Exercise directions: Will you write out, word for word, every line from the one with "Serialize what can" to the final line of the data below, with the pictures left out?

(Dataset entries)
>>>>>
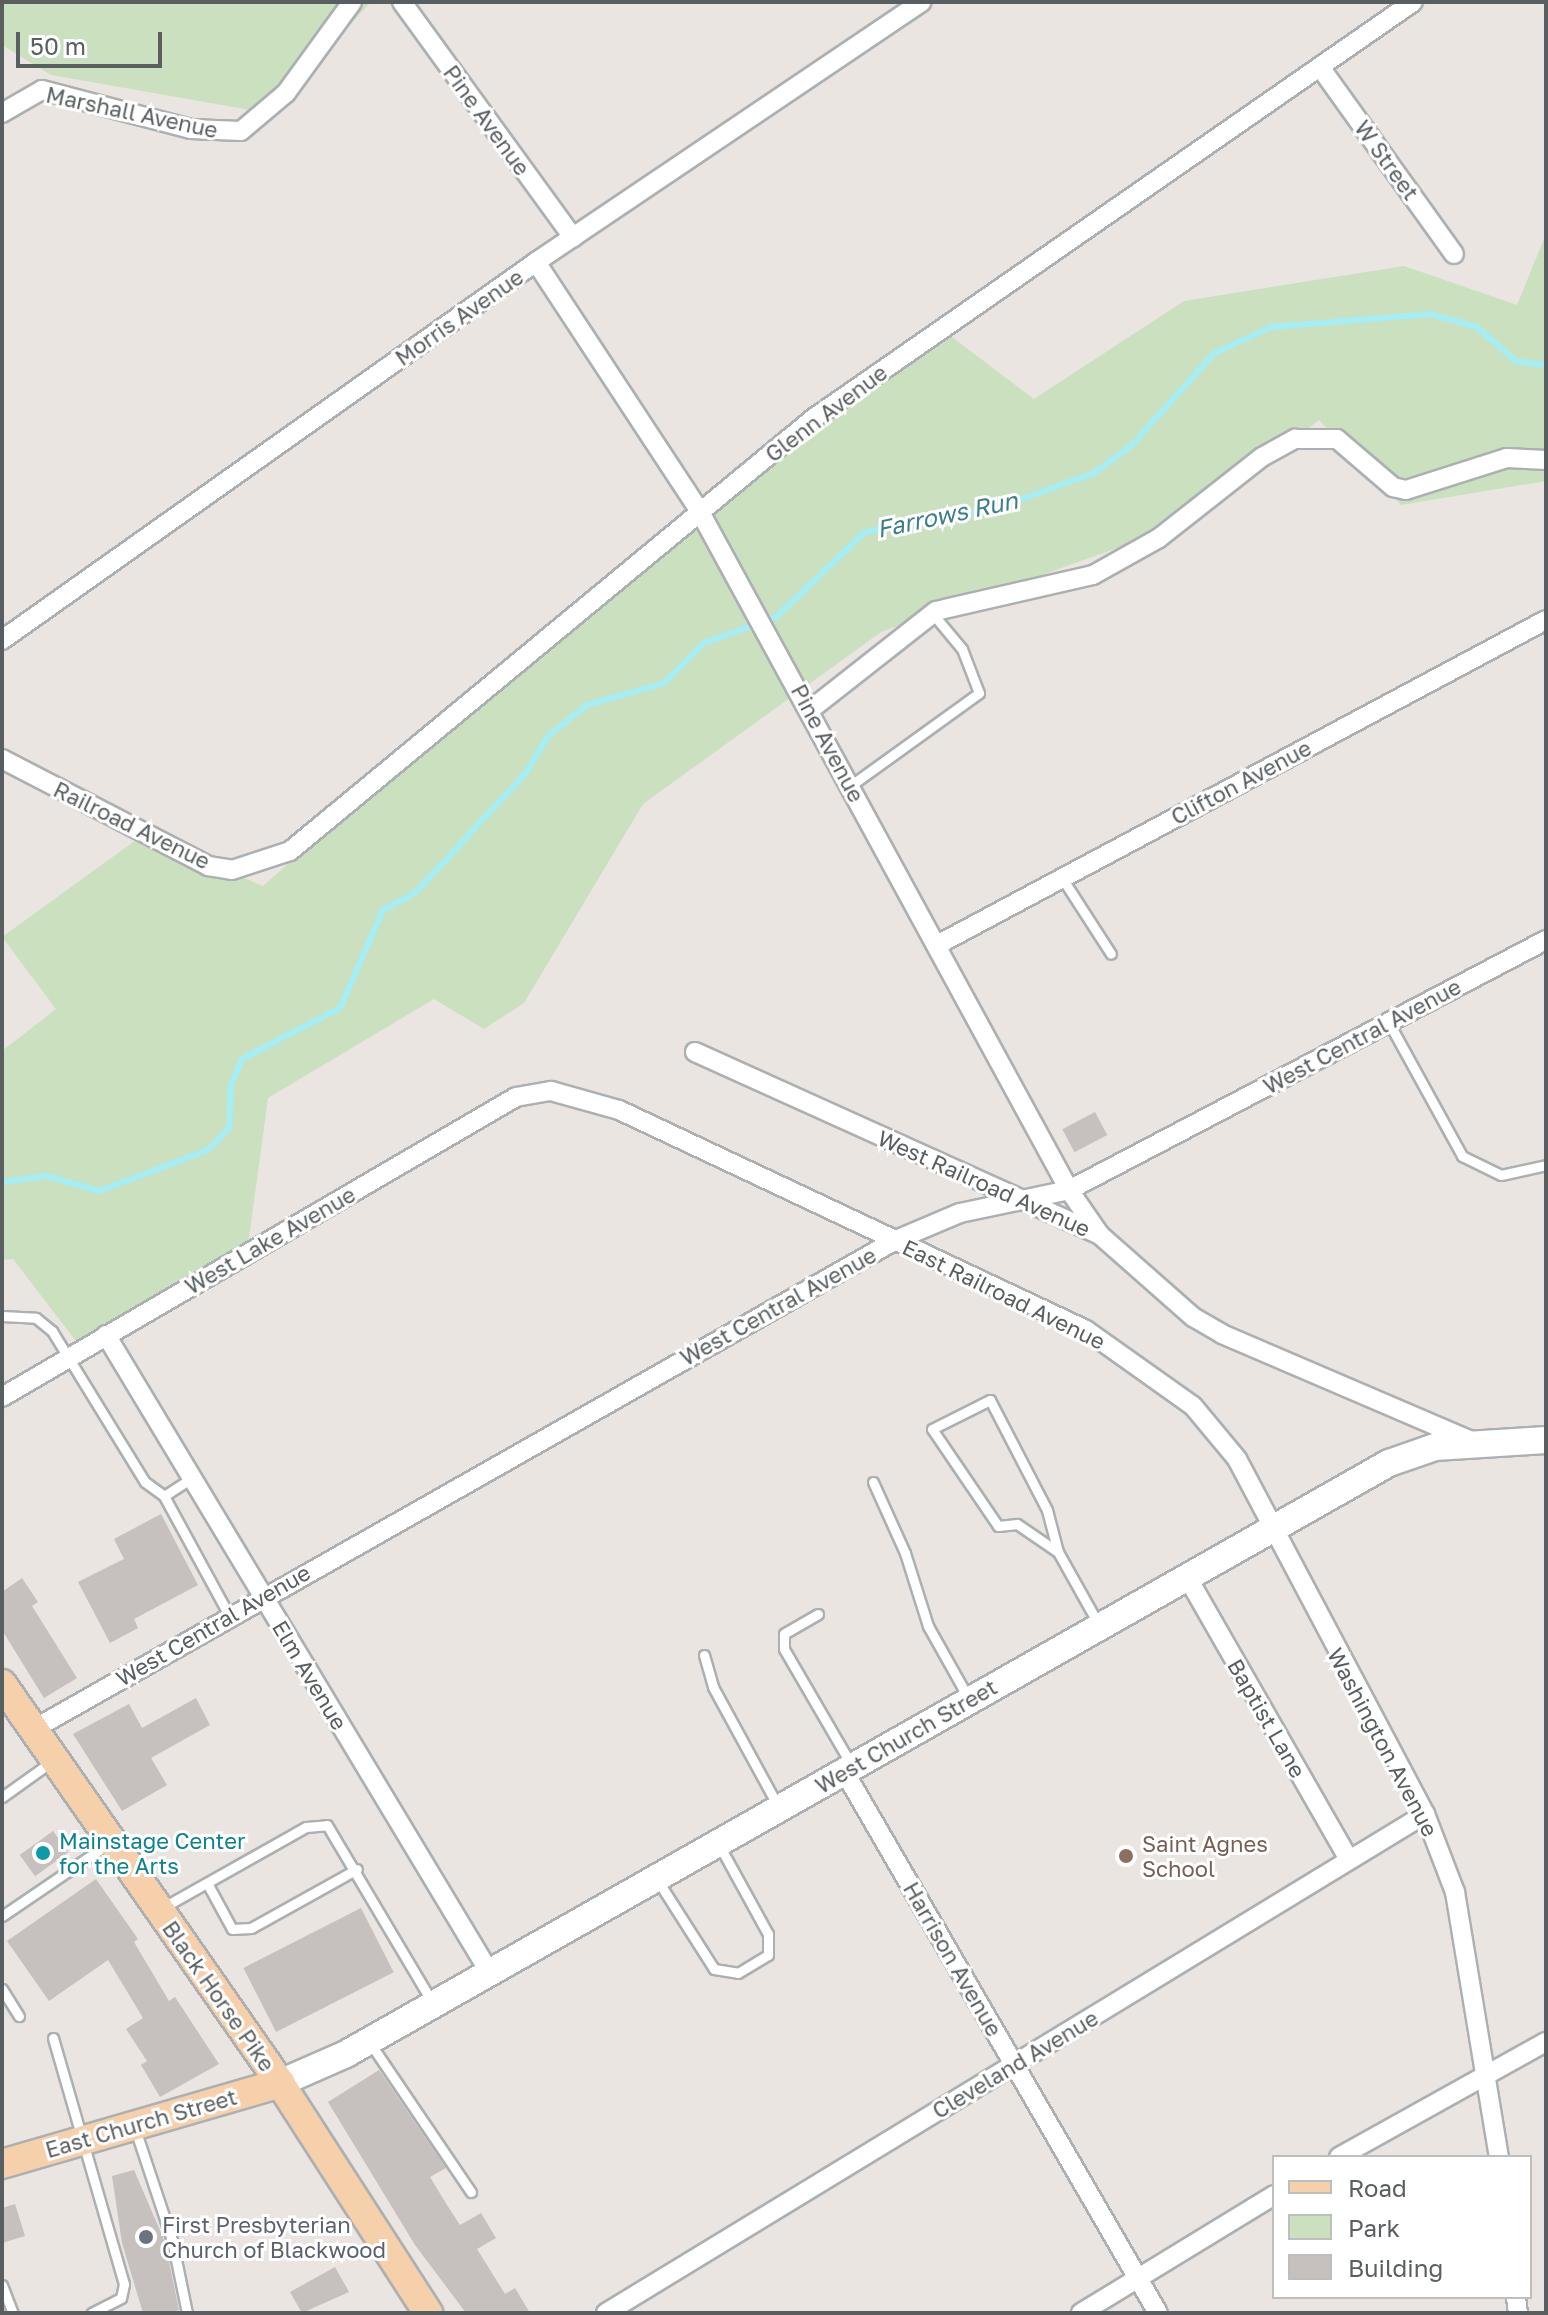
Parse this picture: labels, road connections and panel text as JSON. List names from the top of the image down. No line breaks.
{"streets":{"main road":["West Church Street","Black Horse Pike","East Church Street"],"street":["Marshall Avenue","Pine Avenue","W Street","Morris Avenue","Glenn Avenue","Clifton Avenue","Railroad Avenue","West Central Avenue","West Railroad Avenue","West Lake Avenue","East Railroad Avenue","Elm Avenue","Baptist Lane","Washington Avenue","Harrison Avenue","Cleveland Avenue"]},"crossings":[["Pine Avenue","Morris Avenue"],["Pine Avenue","Glenn Avenue"],["Pine Avenue","Clifton Avenue"],["Pine Avenue","West Central Avenue"],["Pine Avenue","West Railroad Avenue"],["W Street","Glenn Avenue"],["Glenn Avenue","Railroad Avenue"],["West Central Avenue","West Railroad Avenue"],["West Central Avenue","East Railroad Avenue"],["West Central Avenue","Elm Avenue"],["West Central Avenue","Black Horse Pike"],["West Railroad Avenue","West Church Street"],["West Lake Avenue","East Railroad Avenue"],["West Lake Avenue","Elm Avenue"],["East Railroad Avenue","West Church Street"],["East Railroad Avenue","Washington Avenue"],["Elm Avenue","West Church Street"],["Baptist Lane","West Church Street"],["Baptist Lane","Cleveland Avenue"],["West Church Street","Washington Avenue"],["West Church Street","Harrison Avenue"],["West Church Street","Black Horse Pike"],["West Church Street","East Church Street"],["Washington Avenue","Cleveland Avenue"],["Harrison Avenue","Cleveland Avenue"],["Black Horse Pike","East Church Street"]],"water":["Farrows Run"],"places":["Mainstage Center for the Arts","Saint Agnes School","First Presbyterian Church of Blackwood"],"legend":["Road","Park","Building"],"scale_bar":"50 m"}
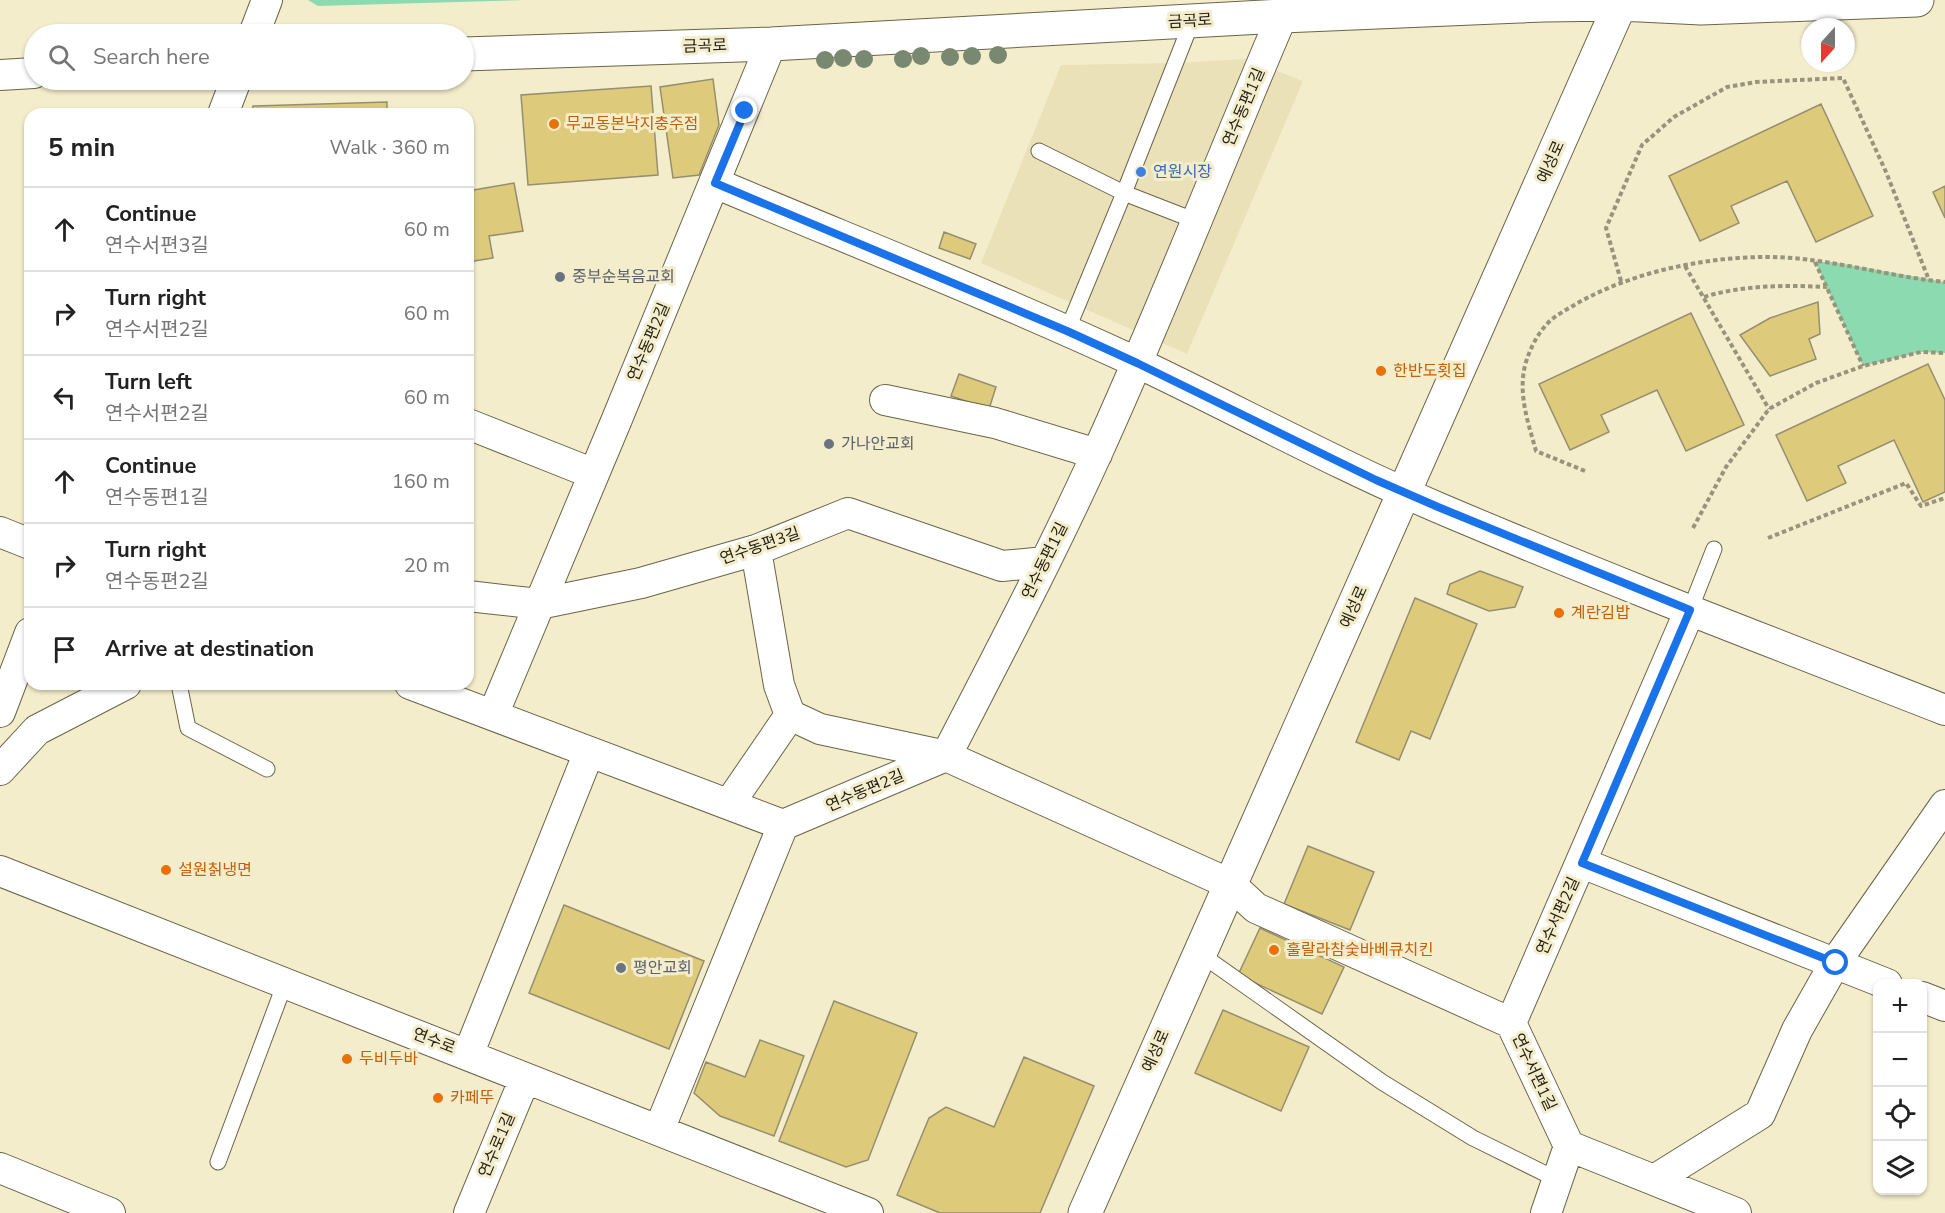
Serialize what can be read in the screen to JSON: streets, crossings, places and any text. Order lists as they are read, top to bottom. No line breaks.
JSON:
{"streets":{"street":["금곡로","연수동편1길","예성로","연수동편2길","연수동편3길","연수서편2길","연수로","연수서편1길","연수로1길"]},"crossings":[["금곡로","연수동편1길"],["금곡로","예성로"],["금곡로","연수동편2길"],["연수동편1길","연수동편2길"],["연수동편1길","연수동편3길"],["예성로","연수서편1길"],["연수동편2길","연수동편3길"],["연수서편2길","연수서편1길"],["연수로","연수로1길"]],"places":["무교동본낙지충주점","연원시장","중부순복음교회","한반도횟집","가나안교회","계란김밥","설원칡냉면","훌랄라참숯바베큐치킨","평안교회","두비두바","카페뚜"],"north":"bottom","page":{"search":"Search here","heading":["5 min","Walk · 360 m"],"list":[["Continue","연수서편3길","60 m"],["Turn right","연수서편2길","60 m"],["Turn left","연수서편2길","60 m"],["Continue","연수동편1길","160 m"],["Turn right","연수동편2길","20 m"],"Arrive at destination"],"map_buttons":["+","−"]}}
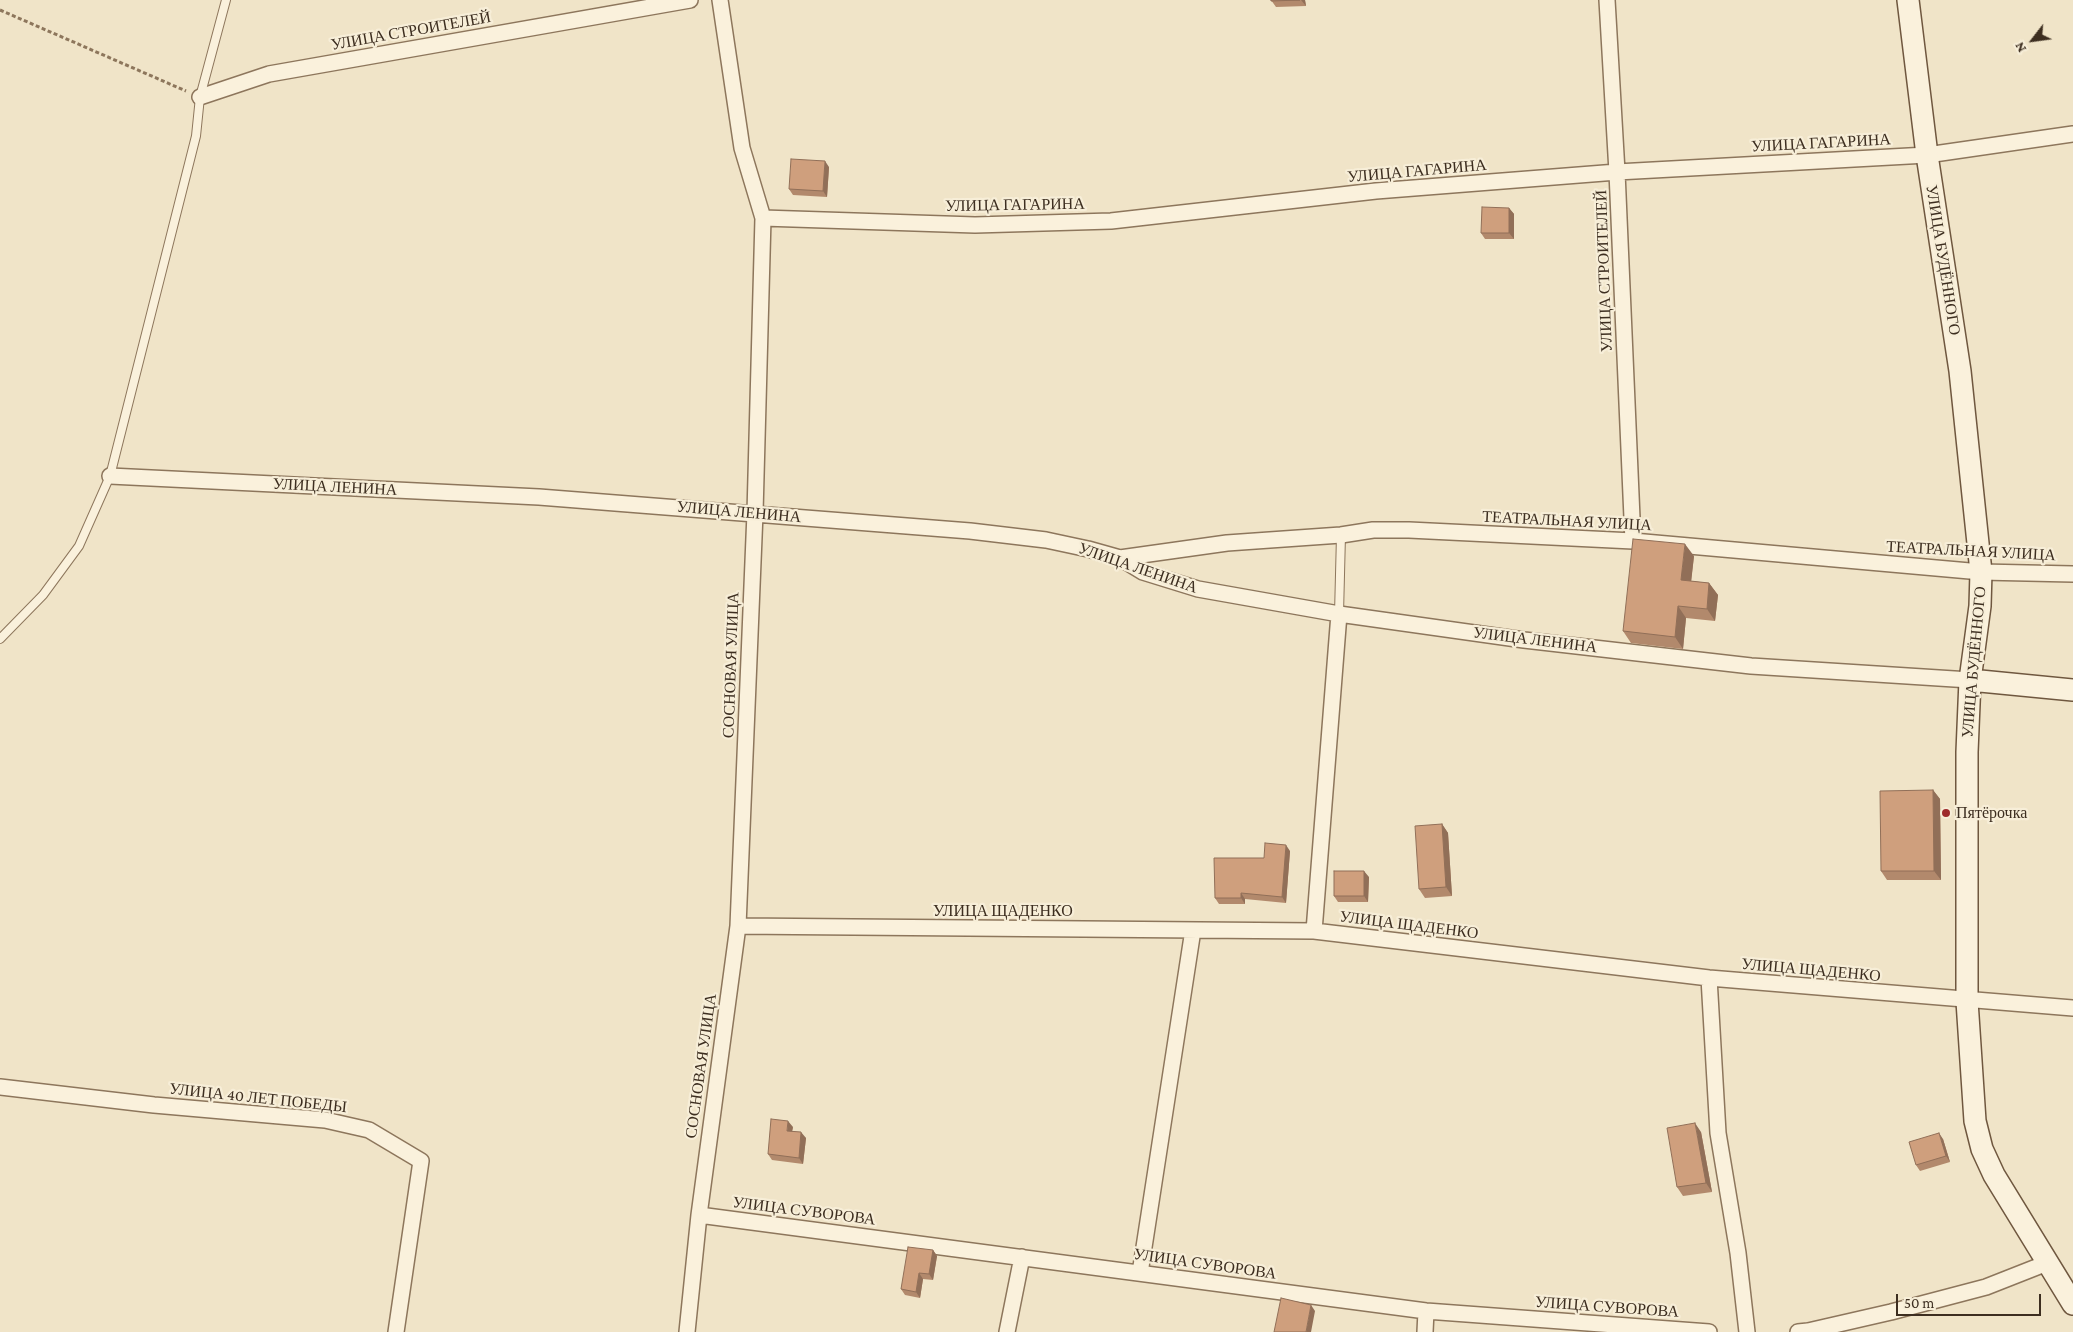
<<<<<
Solved problem:
Serialize what can be read in the screen to JSON: streets, crossings, places and any text. Order lists as they are read, top to bottom. No line breaks.
JSON:
{"streets":{"street":["금곡로","연수동편1길","예성로","연수동편2길","연수동편3길","연수서편2길","연수로","연수서편1길","연수로1길"]},"crossings":[["금곡로","연수동편1길"],["금곡로","예성로"],["금곡로","연수동편2길"],["연수동편1길","연수동편2길"],["연수동편1길","연수동편3길"],["예성로","연수서편1길"],["연수동편2길","연수동편3길"],["연수서편2길","연수서편1길"],["연수로","연수로1길"]],"places":["무교동본낙지충주점","연원시장","중부순복음교회","한반도횟집","가나안교회","계란김밥","설원칡냉면","훌랄라참숯바베큐치킨","평안교회","두비두바","카페뚜"],"north":"bottom","page":{"search":"Search here","heading":["5 min","Walk · 360 m"],"list":[["Continue","연수서편3길","60 m"],["Turn right","연수서편2길","60 m"],["Turn left","연수서편2길","60 m"],["Continue","연수동편1길","160 m"],["Turn right","연수동편2길","20 m"],"Arrive at destination"],"map_buttons":["+","−"]}}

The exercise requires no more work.